Lotti, our loopy and lovely Exchequer Leghorn,  has been managing to hide her eggs for some time now.

Last year, she was laying all over the garden. Every time we discovered her hidey-hole, she started a new one somewhere else.  This year, she's not been escaping every day - which means she has been laying somewhere in the free range area.  The key is somewhere.

The season started well, with Lotti and Poppy both laying in the nest box.  The older girls weren't laying.  Just under 2 weeks ago, we stopped getting eggs from Lotti.    Now, it's quite common for her to have a day or so off each week. But after 2 eggless days, we knew she was laying somewhere else.
Over the next week, I searched the free range area for her nesting site.   I realised that she was probably laying in the Pampas grass, but I couldn't find any eggs, despite several forays into it. 

Until today.

Today, Lotti was making a racket,  sounding very distressed.  She's been like this before if she has been denied access to the nestbox.  I was pruning elsewhere in the garden, so I came over to have a look.   Sure enough, Florence (our Australorp) was in one of the nest boxes and showing no signs of moving.   I picked Lotti up and put her in the other nestbox.

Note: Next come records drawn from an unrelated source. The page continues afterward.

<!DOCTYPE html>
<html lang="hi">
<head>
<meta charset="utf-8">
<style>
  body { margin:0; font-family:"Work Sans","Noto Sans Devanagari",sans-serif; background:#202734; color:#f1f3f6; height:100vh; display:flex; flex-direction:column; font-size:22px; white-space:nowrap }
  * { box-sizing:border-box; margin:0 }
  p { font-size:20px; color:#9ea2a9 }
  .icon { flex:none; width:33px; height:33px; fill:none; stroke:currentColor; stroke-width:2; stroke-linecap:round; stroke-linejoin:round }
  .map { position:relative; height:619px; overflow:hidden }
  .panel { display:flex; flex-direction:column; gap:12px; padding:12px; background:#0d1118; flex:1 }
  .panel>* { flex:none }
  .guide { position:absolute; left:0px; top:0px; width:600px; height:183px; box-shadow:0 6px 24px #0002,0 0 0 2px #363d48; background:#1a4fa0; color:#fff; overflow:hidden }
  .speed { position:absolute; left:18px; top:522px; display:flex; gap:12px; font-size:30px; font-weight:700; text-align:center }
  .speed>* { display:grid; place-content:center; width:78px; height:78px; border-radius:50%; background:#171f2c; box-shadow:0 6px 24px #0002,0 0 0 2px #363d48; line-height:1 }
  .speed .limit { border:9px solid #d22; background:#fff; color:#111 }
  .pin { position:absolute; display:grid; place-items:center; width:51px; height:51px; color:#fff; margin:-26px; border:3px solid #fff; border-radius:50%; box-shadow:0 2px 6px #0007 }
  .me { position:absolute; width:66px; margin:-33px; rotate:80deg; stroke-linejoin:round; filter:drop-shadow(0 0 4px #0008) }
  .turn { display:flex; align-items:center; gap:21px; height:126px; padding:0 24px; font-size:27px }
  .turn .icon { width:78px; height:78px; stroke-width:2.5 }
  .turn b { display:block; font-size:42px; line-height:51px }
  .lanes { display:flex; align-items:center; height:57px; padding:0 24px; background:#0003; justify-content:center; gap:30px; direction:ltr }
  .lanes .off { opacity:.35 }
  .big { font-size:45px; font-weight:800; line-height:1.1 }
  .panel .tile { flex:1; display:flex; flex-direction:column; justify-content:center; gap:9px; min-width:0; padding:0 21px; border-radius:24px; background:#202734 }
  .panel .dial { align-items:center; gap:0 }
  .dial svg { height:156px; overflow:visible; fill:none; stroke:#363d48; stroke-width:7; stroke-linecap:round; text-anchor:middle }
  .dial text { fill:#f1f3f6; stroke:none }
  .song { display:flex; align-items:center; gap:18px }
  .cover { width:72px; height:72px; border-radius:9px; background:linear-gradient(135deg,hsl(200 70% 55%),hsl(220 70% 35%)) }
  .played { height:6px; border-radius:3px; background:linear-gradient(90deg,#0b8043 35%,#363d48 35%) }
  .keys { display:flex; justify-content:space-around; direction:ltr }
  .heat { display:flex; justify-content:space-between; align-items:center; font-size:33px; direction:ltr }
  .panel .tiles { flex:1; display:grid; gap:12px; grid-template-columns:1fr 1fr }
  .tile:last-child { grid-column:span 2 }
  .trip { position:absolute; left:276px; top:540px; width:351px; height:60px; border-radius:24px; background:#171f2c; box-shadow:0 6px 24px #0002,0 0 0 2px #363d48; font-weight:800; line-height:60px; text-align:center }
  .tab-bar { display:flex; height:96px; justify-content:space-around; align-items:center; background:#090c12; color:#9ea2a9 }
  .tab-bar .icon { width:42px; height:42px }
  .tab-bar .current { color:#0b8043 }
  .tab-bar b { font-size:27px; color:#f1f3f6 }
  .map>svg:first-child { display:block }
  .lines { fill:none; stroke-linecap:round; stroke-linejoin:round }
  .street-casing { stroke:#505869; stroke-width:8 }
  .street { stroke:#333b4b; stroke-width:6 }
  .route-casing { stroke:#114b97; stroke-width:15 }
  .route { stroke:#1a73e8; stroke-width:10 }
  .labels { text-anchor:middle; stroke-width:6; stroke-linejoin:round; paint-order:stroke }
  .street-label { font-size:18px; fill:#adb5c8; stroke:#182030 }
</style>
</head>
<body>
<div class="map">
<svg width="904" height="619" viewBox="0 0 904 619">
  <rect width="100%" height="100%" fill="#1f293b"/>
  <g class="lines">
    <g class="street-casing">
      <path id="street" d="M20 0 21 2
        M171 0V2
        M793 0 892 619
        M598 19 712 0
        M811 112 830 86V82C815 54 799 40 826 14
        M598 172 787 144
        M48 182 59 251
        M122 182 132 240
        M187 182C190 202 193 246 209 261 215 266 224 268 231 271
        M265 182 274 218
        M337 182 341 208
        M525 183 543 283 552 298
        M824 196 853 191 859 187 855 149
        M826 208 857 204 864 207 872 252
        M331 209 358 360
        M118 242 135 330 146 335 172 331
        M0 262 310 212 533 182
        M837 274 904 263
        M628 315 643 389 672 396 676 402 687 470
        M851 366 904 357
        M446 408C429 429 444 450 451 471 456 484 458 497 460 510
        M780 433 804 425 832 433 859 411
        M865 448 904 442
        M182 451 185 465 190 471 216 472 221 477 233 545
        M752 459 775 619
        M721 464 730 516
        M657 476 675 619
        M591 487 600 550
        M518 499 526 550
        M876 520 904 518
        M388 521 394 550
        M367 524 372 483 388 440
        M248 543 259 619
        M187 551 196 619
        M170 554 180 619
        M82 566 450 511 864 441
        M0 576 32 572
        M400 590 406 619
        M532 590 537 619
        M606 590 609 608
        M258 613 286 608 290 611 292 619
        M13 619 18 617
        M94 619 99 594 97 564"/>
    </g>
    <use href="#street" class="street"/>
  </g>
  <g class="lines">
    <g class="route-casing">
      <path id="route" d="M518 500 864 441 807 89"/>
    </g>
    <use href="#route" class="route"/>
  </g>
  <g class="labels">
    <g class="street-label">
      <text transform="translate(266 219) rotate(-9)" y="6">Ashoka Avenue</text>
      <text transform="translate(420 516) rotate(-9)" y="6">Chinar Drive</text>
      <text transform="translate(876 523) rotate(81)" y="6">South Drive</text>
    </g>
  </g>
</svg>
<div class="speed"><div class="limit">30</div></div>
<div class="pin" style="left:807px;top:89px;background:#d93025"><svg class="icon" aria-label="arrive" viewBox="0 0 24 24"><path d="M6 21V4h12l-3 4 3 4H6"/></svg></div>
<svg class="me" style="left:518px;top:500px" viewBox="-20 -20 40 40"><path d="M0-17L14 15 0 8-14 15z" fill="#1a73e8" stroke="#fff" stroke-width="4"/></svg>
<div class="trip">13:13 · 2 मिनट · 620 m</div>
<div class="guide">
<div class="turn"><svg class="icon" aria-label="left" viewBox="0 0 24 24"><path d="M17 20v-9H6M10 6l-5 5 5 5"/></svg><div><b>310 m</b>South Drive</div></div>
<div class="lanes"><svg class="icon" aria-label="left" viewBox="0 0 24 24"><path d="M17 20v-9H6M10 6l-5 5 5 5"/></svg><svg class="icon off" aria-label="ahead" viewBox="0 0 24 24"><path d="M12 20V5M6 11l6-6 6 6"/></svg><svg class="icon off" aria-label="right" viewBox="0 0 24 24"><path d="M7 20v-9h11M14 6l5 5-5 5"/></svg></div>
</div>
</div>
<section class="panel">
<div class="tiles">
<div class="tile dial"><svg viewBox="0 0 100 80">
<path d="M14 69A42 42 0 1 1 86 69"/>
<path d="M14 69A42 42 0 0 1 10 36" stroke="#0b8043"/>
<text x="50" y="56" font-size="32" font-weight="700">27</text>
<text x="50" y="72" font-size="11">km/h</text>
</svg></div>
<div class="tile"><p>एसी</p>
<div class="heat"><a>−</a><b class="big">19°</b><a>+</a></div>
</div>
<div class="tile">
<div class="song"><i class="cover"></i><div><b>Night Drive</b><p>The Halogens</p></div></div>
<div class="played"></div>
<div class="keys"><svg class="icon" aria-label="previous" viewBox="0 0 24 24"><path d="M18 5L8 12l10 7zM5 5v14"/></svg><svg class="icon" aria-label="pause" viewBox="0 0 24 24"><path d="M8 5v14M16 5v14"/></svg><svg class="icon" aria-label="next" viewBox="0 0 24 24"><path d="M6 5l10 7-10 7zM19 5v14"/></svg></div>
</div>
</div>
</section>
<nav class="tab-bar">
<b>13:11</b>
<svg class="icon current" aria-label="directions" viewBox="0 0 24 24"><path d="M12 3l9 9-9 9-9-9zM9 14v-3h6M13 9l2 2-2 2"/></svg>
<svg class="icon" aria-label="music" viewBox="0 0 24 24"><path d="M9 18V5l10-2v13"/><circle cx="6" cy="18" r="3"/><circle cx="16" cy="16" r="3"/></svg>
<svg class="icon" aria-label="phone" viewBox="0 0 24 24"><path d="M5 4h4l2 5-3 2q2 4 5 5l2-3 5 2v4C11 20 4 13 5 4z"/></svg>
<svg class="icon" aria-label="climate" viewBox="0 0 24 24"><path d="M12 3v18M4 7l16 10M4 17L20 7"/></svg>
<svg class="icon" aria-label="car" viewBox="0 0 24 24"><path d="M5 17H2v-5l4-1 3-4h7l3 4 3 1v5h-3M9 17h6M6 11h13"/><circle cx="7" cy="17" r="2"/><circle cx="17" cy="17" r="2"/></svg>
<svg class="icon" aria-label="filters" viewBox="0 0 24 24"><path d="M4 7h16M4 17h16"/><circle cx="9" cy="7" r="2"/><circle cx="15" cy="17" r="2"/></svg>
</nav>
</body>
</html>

The racket started again a little bit later, and it was coming from the direction of the Pampas.   I had an idea.  I went and fetched the big egg thing I had once used as a spare nest box for her (until I found her sleeping in it at night).  I could wedge that in the pampas grass, and she'd have somewhere to lay, we'd know where to look for eggs, and she wouldn't have access to it at night time. 

I filled it with fresh Aubiose and found somewhere in the Pampas to wedge it.  I could hear Lotti, but I couldn't see her.  I got DH to help. He searched one half, I searched the other.  She wasn't there,. but I could hear her.

And then a movement caught my eye, and this hen popped out of the Pampas.    She was literally in the Pampas,  about four feet off the ground.   I waited till she vacated, and I found her nest and ten eggs.

I removed 9 of them,  in the hope that having 1 left encourages her to continue laying there.

It's not ideal, but at least we know where it is.

I've left the huge egg thing at the bottom as well, just in case.